-- DATA LISTING follows --

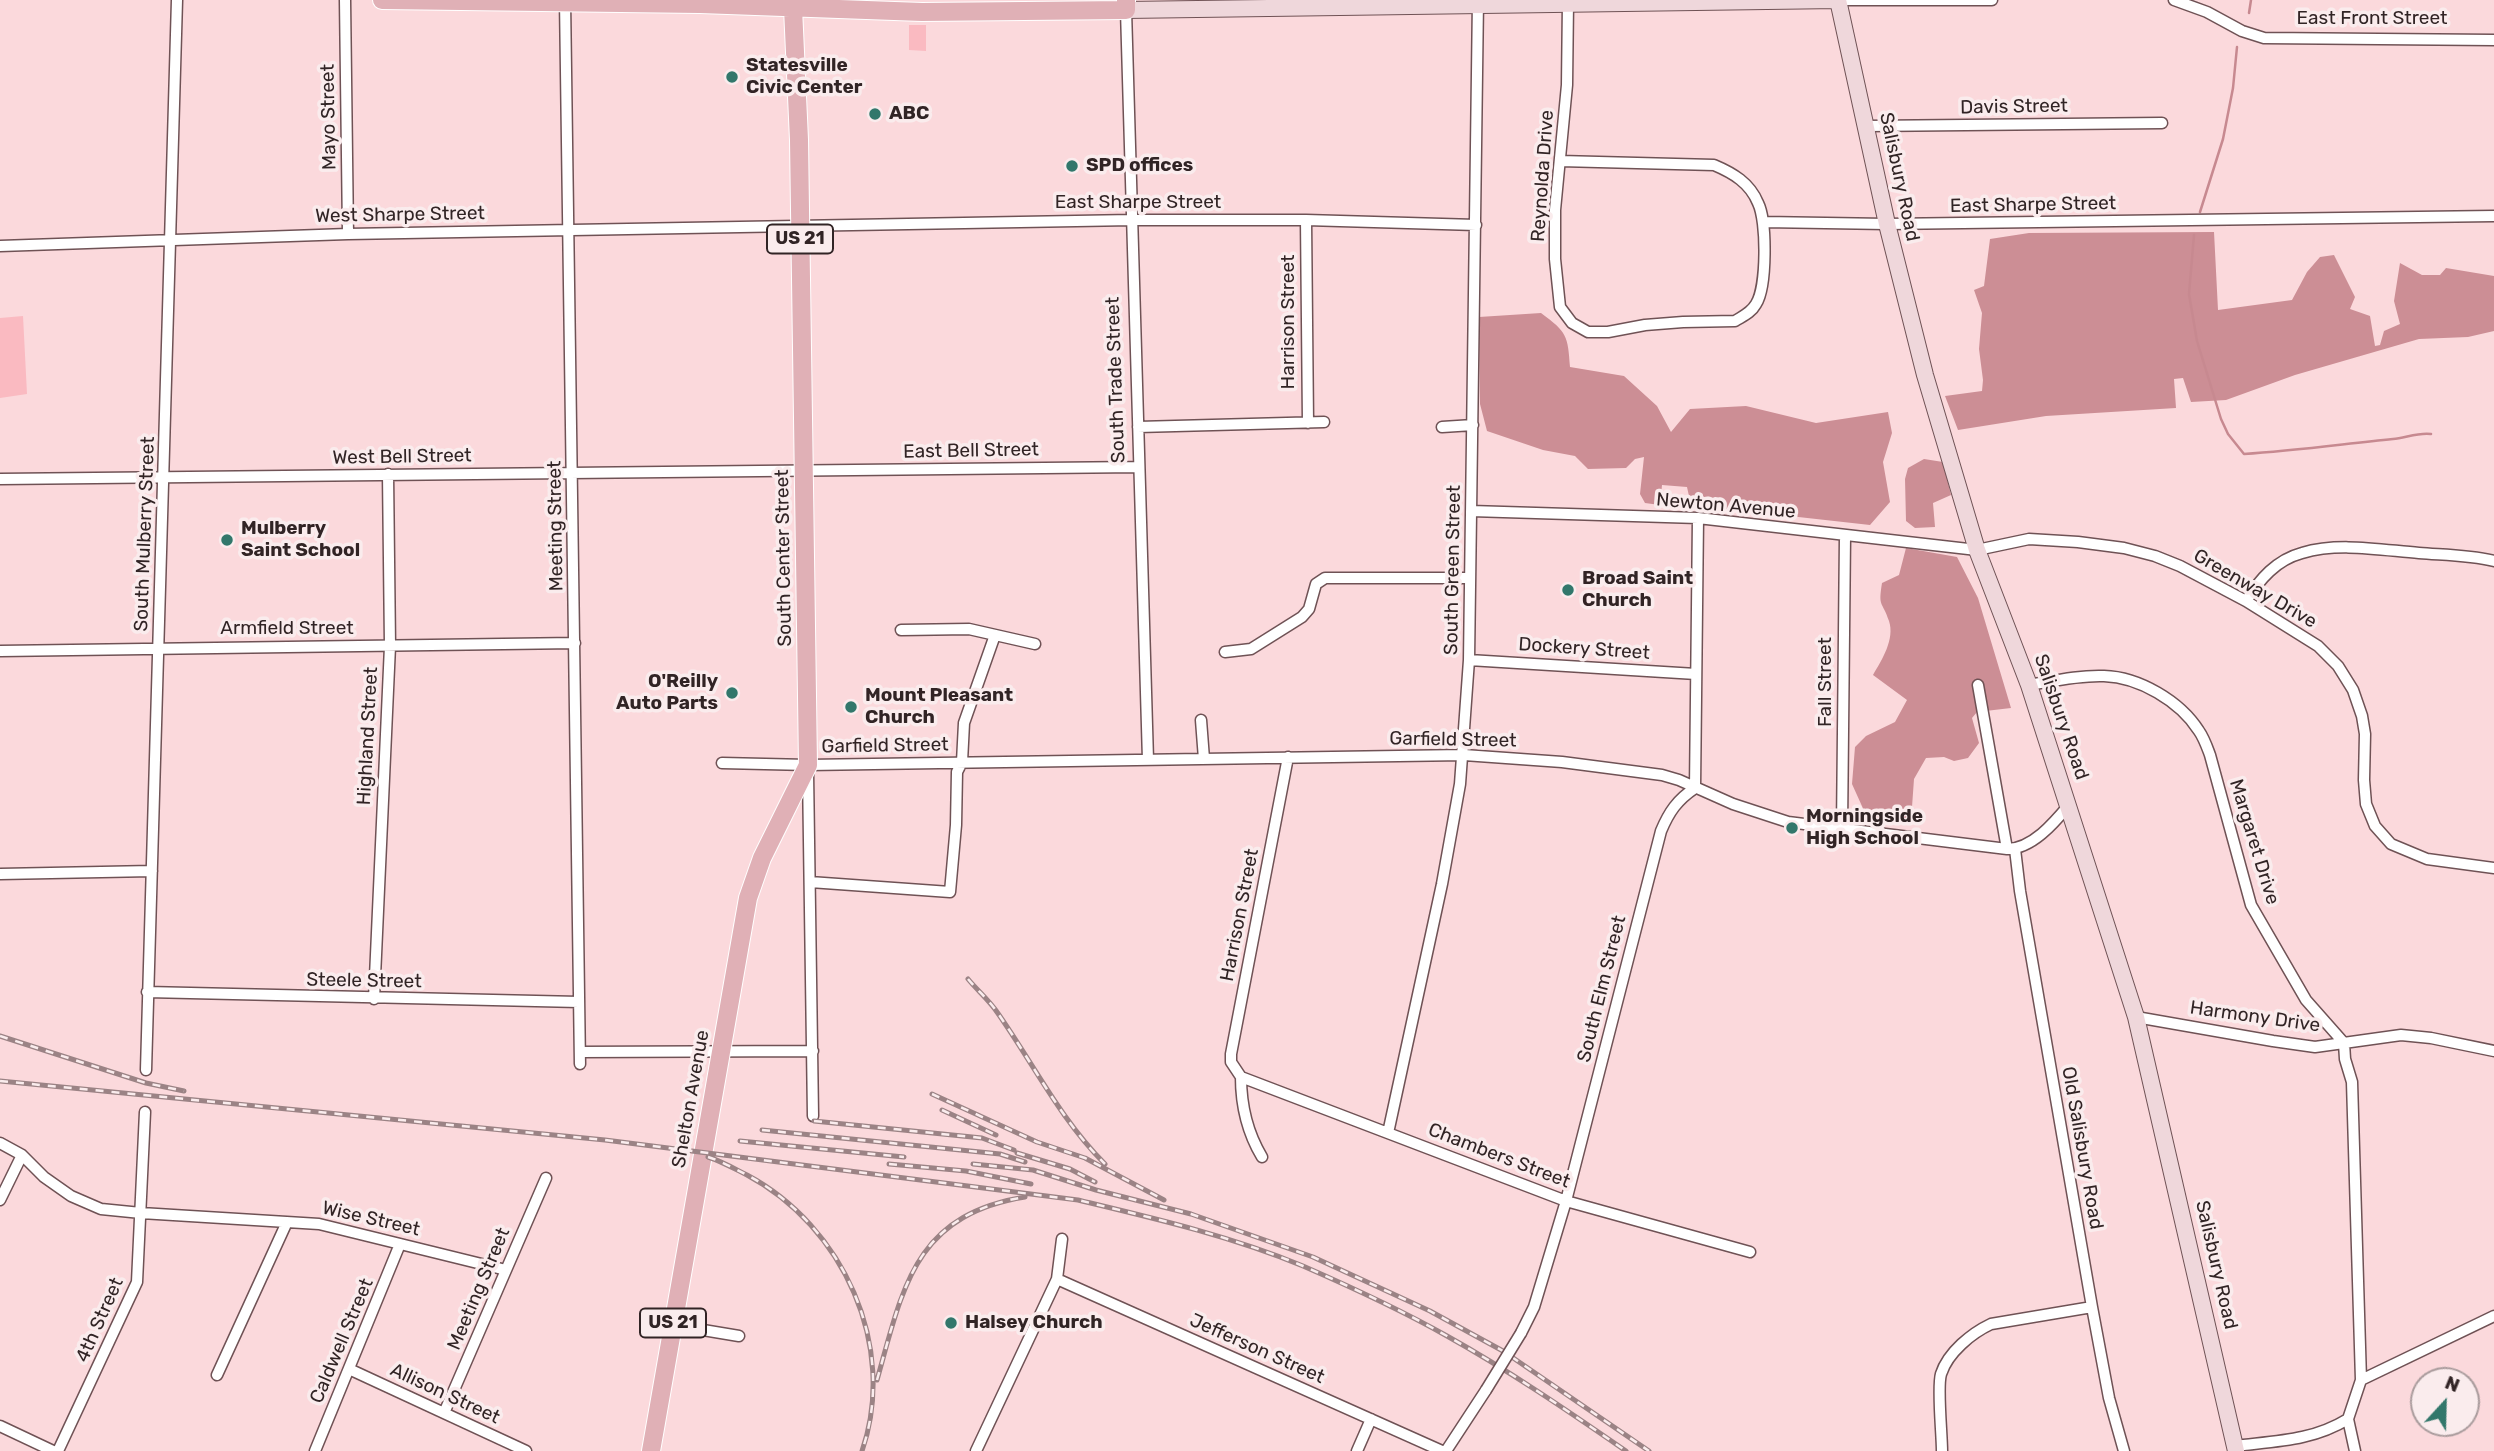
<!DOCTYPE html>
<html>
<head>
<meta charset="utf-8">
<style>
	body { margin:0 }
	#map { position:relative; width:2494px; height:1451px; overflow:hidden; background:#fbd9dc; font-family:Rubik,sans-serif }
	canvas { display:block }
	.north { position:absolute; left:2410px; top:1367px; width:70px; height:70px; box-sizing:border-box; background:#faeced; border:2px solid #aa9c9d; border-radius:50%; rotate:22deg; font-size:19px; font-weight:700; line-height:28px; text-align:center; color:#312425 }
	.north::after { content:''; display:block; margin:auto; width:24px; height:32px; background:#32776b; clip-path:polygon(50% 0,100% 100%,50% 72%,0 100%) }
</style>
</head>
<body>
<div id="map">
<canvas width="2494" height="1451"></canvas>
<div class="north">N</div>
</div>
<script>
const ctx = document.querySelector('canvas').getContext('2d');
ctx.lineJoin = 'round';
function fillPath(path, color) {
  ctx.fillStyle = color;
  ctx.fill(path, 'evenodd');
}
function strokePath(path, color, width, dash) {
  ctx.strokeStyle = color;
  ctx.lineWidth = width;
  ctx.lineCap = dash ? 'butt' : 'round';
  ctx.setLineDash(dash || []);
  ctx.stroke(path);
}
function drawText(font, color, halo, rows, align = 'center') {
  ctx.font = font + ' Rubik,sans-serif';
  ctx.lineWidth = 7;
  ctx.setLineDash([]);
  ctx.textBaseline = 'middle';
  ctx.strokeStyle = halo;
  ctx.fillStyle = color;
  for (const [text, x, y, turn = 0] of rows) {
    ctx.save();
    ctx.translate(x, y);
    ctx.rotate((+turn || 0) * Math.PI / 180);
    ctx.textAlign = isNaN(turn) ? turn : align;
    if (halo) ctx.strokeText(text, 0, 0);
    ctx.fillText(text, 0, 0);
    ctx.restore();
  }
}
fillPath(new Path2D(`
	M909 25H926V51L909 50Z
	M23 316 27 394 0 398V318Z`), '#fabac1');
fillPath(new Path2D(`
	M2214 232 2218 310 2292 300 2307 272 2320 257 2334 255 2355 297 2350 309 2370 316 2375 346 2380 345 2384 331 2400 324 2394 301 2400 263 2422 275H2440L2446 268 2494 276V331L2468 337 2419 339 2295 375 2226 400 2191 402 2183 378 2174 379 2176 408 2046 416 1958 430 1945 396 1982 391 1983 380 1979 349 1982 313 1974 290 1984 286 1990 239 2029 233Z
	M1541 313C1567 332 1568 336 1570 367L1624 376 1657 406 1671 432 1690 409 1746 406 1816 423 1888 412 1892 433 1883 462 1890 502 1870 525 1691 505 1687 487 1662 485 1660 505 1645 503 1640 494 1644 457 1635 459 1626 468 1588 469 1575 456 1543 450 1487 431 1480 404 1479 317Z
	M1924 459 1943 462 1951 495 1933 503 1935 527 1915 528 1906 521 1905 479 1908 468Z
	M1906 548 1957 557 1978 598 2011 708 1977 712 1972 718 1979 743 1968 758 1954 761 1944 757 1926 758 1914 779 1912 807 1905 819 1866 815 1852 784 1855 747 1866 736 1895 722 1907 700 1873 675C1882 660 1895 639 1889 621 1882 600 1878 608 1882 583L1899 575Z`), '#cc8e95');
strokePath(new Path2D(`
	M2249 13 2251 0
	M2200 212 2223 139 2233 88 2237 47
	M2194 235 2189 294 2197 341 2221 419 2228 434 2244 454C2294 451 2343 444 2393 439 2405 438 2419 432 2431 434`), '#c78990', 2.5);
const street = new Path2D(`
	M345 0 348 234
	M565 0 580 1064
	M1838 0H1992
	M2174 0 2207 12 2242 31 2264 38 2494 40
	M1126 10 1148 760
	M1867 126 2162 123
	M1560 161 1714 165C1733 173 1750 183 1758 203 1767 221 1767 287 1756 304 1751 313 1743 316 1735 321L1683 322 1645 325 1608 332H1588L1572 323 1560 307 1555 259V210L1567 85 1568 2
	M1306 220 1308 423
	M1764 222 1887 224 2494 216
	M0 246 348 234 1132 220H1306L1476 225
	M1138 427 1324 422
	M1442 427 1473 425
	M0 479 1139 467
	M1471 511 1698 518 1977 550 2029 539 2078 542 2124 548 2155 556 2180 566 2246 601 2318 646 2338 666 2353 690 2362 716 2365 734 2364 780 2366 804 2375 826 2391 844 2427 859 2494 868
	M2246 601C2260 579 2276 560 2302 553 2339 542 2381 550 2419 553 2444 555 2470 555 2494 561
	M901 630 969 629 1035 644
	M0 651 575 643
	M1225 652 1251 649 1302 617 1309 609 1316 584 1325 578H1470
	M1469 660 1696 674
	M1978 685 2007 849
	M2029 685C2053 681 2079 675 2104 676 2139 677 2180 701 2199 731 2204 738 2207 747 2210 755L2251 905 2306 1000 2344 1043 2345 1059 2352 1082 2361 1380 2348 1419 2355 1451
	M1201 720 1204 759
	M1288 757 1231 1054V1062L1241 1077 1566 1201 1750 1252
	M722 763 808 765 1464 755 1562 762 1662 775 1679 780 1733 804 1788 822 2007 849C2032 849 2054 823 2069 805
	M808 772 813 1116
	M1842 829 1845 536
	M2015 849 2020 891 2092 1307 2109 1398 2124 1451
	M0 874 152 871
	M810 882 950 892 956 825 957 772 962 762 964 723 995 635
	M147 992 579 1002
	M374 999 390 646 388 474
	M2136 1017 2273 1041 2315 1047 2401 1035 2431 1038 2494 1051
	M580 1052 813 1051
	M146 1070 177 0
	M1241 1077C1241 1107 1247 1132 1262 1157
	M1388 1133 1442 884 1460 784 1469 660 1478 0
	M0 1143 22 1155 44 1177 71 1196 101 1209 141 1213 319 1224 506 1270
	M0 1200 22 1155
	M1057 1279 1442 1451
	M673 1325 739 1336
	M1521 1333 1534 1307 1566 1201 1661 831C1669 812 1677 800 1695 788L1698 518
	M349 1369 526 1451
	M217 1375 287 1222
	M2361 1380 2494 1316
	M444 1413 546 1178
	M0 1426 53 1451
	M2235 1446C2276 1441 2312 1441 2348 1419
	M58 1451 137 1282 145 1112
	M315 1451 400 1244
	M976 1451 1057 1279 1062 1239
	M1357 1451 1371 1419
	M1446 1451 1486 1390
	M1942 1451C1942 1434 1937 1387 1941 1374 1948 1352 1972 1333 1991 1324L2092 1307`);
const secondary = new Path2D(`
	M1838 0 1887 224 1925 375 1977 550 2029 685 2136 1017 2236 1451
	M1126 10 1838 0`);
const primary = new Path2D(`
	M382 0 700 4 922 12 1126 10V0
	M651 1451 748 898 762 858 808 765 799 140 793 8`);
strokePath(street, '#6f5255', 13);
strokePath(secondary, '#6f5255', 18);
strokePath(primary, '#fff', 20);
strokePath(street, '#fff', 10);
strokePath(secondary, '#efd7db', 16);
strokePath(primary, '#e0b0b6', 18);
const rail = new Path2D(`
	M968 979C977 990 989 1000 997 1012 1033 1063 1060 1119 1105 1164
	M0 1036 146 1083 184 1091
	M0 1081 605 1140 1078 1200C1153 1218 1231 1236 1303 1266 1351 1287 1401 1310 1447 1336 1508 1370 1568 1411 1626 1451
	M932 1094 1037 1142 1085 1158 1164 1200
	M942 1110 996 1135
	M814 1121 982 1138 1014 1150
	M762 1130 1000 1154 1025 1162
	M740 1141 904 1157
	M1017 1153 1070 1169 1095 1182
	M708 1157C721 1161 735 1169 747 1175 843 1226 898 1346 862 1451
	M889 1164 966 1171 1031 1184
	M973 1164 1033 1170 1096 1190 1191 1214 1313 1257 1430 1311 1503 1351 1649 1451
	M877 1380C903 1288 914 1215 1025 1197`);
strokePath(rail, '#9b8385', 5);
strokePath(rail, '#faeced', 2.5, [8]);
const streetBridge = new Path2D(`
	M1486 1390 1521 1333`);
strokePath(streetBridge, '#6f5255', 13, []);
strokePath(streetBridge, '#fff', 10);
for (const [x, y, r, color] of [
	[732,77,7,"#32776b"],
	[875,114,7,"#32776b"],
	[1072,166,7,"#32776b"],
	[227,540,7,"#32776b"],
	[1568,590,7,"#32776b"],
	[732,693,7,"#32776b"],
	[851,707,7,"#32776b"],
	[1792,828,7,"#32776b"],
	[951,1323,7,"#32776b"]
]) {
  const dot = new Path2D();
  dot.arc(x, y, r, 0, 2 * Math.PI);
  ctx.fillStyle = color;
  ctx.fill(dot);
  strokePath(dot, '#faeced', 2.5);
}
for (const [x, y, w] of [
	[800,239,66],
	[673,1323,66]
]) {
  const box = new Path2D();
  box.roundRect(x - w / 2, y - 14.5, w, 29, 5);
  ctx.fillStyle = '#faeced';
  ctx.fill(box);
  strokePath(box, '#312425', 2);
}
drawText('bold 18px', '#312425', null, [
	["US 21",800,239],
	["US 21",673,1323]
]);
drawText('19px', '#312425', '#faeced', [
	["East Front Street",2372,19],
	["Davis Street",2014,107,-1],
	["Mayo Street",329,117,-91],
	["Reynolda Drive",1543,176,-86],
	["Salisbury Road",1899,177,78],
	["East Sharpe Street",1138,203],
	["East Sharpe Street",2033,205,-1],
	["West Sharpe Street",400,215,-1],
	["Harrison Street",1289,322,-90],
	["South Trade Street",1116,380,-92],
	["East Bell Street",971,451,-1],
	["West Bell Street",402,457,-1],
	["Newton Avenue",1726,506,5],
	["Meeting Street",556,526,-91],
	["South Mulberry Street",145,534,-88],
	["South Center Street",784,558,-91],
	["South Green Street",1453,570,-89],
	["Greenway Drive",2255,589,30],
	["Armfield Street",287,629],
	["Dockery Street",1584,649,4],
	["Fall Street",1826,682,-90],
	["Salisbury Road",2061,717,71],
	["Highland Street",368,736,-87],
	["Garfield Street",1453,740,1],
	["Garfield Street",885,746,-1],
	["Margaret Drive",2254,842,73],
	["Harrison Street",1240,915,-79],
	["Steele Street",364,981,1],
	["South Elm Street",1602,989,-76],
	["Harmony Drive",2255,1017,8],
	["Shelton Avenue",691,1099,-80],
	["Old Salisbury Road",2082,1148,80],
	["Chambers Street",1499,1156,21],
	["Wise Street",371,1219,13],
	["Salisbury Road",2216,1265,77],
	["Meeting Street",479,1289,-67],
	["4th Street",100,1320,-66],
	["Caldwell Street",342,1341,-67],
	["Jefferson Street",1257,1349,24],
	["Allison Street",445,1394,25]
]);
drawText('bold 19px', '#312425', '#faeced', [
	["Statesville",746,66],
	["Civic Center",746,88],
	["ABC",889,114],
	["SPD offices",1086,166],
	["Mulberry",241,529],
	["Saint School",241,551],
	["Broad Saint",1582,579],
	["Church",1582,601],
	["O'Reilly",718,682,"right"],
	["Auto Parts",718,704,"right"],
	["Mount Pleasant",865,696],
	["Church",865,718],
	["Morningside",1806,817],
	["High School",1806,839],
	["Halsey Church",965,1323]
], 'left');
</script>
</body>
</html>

-- DATA LISTING concluded --

_TASK INSTRUCTIONS_: Filter the listing by the string "strokeStyle"; copy each matching line.

_EXPECTED ANSWER_:
  ctx.strokeStyle = color;
  ctx.strokeStyle = halo;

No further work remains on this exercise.